To achieve the efforts of feminism, we must unite to include all women and acknowledge the various experiences of womanhood regardless of race, class, and sex. Intersectional feminism does just that through the understanding that there is an overlapping and independent system of discrimination and disadvantages for different women. Intersectionality in feminism is important because it notes that the issues that women face are not the same and go beyond the ones that impact white middle-class women as previous feminist movements have done. If the movement of feminism strives to seek gender equality and to empower women then wouldn’t it need to be intersectional?

That is exactly what Kimberlé Crenshaw a professor of civil rights, critical race theory, and law at UCLA law thought when she introduced intersectionality to feminism in 1989. She acclaimed that the identity of the marginalized is often excluded from political movements, something that she experienced as a woman of color. Crenshaw published a study of the relation between racism and sexism in the context of violence against women. In her article, she recognized that there is a correlation between a person’s identity and the oppression and discrimination that they encounter.
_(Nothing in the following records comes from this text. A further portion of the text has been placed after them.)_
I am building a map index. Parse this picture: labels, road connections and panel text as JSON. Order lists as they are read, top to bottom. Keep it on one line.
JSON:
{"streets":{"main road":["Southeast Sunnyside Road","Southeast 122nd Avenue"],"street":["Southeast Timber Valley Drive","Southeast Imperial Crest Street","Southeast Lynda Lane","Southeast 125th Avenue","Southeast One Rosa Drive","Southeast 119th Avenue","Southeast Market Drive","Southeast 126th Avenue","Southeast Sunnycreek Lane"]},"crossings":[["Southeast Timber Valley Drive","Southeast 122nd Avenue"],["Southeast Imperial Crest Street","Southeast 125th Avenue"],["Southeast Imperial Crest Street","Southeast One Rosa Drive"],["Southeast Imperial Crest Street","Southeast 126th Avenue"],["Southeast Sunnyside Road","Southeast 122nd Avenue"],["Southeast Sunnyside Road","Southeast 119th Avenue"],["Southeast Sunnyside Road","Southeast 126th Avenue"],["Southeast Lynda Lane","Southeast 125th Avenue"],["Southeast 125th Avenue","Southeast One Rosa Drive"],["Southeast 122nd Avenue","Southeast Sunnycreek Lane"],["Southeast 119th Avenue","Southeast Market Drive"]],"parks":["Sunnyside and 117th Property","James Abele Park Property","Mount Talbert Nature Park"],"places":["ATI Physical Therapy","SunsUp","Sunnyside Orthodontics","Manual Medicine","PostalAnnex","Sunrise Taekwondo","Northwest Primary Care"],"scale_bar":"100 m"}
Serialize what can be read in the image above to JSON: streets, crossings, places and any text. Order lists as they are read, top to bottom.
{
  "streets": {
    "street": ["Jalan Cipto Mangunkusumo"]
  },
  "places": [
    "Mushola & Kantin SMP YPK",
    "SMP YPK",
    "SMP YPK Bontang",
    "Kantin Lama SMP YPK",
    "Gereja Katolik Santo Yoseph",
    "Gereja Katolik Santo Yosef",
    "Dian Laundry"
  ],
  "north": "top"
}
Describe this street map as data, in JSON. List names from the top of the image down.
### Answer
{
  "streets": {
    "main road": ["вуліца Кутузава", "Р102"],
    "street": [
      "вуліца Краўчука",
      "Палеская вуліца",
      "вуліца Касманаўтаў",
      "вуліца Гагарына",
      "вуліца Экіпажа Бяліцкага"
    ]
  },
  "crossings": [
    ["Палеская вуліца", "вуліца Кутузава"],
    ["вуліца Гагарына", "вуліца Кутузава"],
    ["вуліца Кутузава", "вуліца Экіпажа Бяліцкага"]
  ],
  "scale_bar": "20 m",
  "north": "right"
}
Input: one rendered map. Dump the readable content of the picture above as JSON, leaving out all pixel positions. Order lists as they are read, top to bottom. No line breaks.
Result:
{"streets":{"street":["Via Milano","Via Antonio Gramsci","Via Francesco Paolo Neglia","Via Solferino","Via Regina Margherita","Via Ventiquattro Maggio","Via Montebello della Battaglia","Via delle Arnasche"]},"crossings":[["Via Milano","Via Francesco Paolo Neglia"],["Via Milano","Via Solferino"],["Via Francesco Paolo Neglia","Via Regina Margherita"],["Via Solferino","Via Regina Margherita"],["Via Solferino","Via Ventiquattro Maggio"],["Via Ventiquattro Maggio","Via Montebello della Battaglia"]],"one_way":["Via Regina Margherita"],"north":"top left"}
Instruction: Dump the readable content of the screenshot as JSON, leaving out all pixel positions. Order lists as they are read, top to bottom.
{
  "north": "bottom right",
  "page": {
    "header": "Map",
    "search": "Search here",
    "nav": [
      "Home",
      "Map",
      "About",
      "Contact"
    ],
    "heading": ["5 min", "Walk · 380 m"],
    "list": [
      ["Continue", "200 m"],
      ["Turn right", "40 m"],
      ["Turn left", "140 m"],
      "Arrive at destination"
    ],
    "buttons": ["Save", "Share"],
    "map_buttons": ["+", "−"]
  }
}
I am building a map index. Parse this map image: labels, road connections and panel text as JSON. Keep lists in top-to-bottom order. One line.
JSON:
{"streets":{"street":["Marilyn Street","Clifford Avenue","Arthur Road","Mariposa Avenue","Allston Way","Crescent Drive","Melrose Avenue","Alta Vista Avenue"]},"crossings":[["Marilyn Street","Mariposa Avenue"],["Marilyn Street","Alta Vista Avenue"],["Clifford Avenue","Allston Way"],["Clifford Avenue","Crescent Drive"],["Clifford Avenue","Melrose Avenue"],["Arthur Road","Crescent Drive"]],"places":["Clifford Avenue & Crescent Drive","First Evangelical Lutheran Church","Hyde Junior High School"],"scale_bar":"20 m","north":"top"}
After her discovery, the term and movement have gained momentum in political movements. We thank Kimberlé Crenshaw for her influential work that has indeed brought unity to gender equality. Since then Crenshaw has had a successful career with many accomplishments in her field.
– Elected Professor of the Year by the 1991 and 1994 at UCLA
– Published Critical Race Theory 1995 and Words that Wound: Critical Race Theory, Assaultive Speech and the First Amendment in 1993
– Awarded the 2007 Fulbright Chair for Latin America in Brazil
– Nominated an Alphonse Fletcher Fellow
– Awarded with an in-residence fellowship at the Center for Advanced Behavioral Studies at

The movement for women’s rights and gender equality has been a hard one but to positively progress from where we are at we have to advocate for the employment of intersectionality. Feminism that doesn’t consider all women doesn’t accurately represent and acknowledge the issues and lives of the entire population of women. No women should be left behind because of their race, class, gender, sex, or disability because this fight is for all of us!